Jeanine : Mais c’est Ok pour nous. Elle voulait faire son propre groupe et jouer sa musique, ça nous va. On est encore jeunes, donc forcément, on évolue et on multiplie les projets, on essaie toutes de nouvelles choses. C’est normal, l’essentiel est d’avoir du plaisir dans ce qu’elle fait. C’est essentiel.

Revenons sur le thème de The Dark Tower… Vous êtes donc inspirées de l’histoire vraie dramatique de la comtesse hongroise Elisabeth Bathory (fin XVI-début XVIIème siècle). Pourquoi ce choix très sombre fréquemment utilisé dans le black metal ? (Bathory, Cradle Of Filth…)
Jeanine :
Car c’est une histoire vraiment intéressante à raconter, à chanter, même si elle  a peut-être été déformée avec le temps mais c’est une histoire vraie et affreuse. Son mari à Romana, Tom Eskic, adore l’histoire. Il est venu et nous a suggérés cette histoire. Il a écrit des textes pour notre chanteuse, etc.
Romana : Ouais, c’est une histoire de famille. Mon mari et Laura ont travaillé ensemble.

Malheureusement, elle a mal fini en restant emmurée dans la tour de son château en Hongrie…
Jeanine :
Oui. Disons que l’on ne sait pas exactement si elle a tué six femmes, ou plus, mais elle a été aidée également par différentes personne. C’est affreux et tragique. Elle fut considérée à la fin comme une sorcière à l’époque suite à ses meurtres et tortures qu’elle aurait pratiqués sur des jeunes femmes.

Écoutez-vous du black metal d’ailleurs ?
Jeanine :
Oui, un peu…
Romana :
Oui, parfois.

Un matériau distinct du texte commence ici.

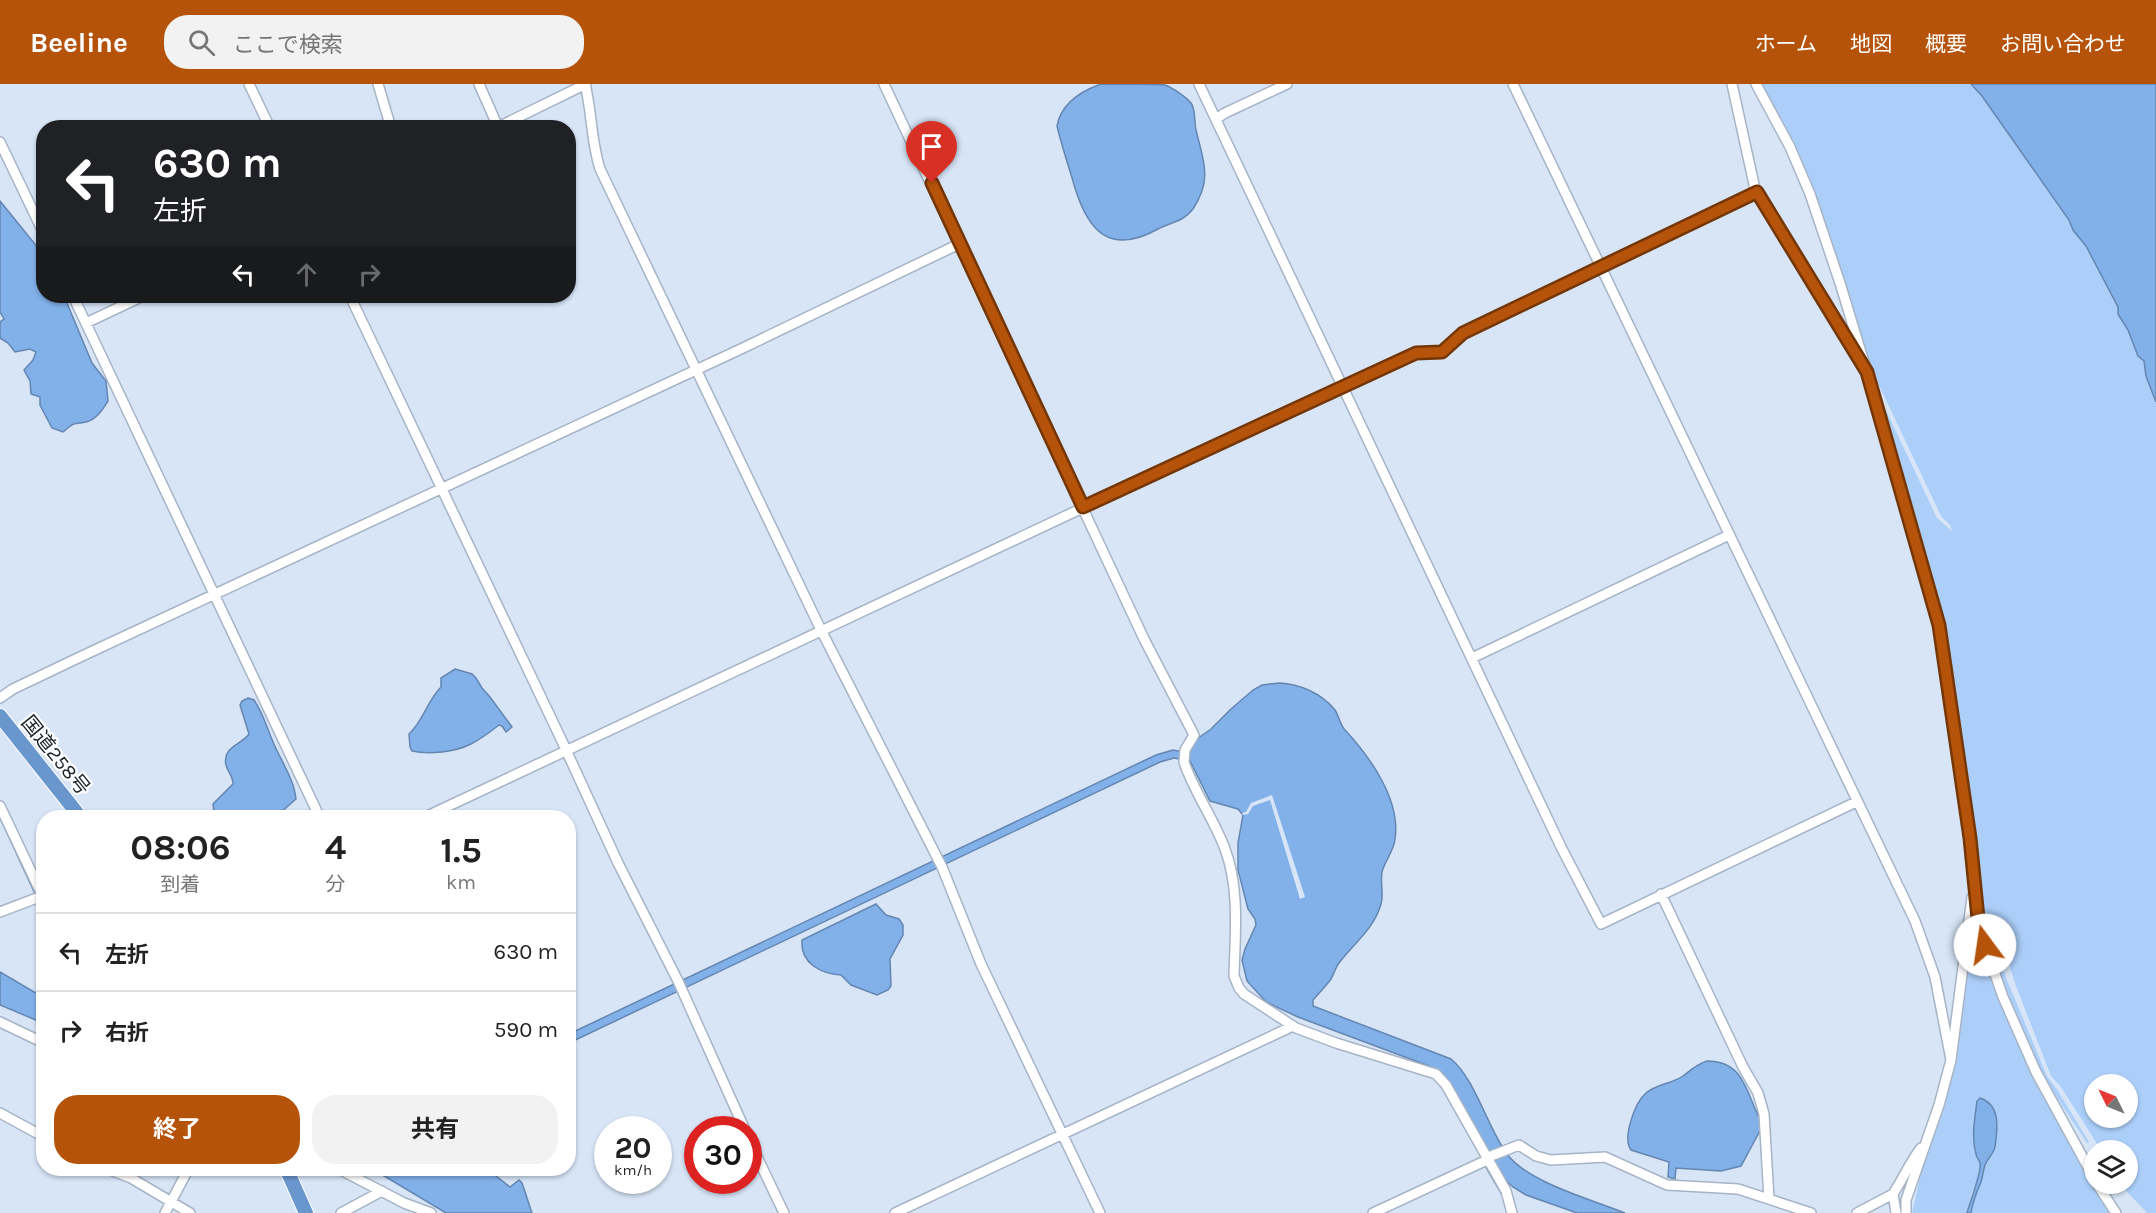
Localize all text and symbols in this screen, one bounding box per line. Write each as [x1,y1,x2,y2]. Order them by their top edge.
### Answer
search box [164,15,584,69]
text: Beeline [30,26,128,59]
icon: search [185,26,218,59]
text: ここで検索 [233,32,343,58]
text: ホーム [1755,32,1817,56]
text: 地図 [1850,32,1892,56]
text: 概要 [1925,32,1967,56]
text: お問い合わせ [2000,32,2126,56]
pin [906,121,957,183]
icon: arrive [915,130,948,163]
text: 630 m [153,138,282,188]
icon: left [54,144,132,222]
text: 左折 [153,195,207,227]
icon: left [227,258,260,291]
icon: ahead [290,258,323,291]
icon: right [353,258,386,291]
street label: 国道258号 [17,711,94,800]
text: 08:06 [130,826,231,868]
text: 4 [325,826,346,868]
text: 1.5 [440,829,482,871]
text: km [446,871,476,894]
text: 到着 [160,873,200,896]
text: 分 [325,873,345,896]
position arrow [1953,913,2017,977]
icon: left [54,936,87,969]
text: 630 m [494,939,558,965]
text: 左折 [105,942,149,968]
icon: right [54,1014,87,1047]
text: 590 m [494,1017,558,1043]
text: 右折 [105,1020,149,1046]
north arrow [2084,1074,2138,1128]
map controls [2084,1074,2138,1194]
button: 終了 [54,1095,300,1164]
button: 共有 [312,1095,558,1164]
speed limit sign: 30 [684,1116,762,1194]
text: 20 [614,1130,652,1166]
button: layers [2084,1140,2138,1194]
text: km/h [614,1161,652,1179]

Mais c’est surtout notre batteuse, Lala, qui aime ça. (sourires)

Et plus généralement, qu’écoutez-vous sinon plus en heavy metal ?
Romana :
Judas Priest !! (rires)

Tiens, on fait justement l’une de nos couvertures de magazine à la rentrée (Ndlr : interview enregistrée en août) dédiée à l’ex-guitariste KK Downing avec son nouveau groupe KK’s Priest et son second album qui sort chez Napalm Records. L’avez-vous déjà rencontré en tournée peut-être ?
Romana :
KK… Pas évident à dire (d’un air moqueur) (rires)
Jeanine : On l’a juste vu à son concert juste après le nôtre en Espagne au festival Leyendas Del Rock dont on parlait tout à l’heure. C’était cool.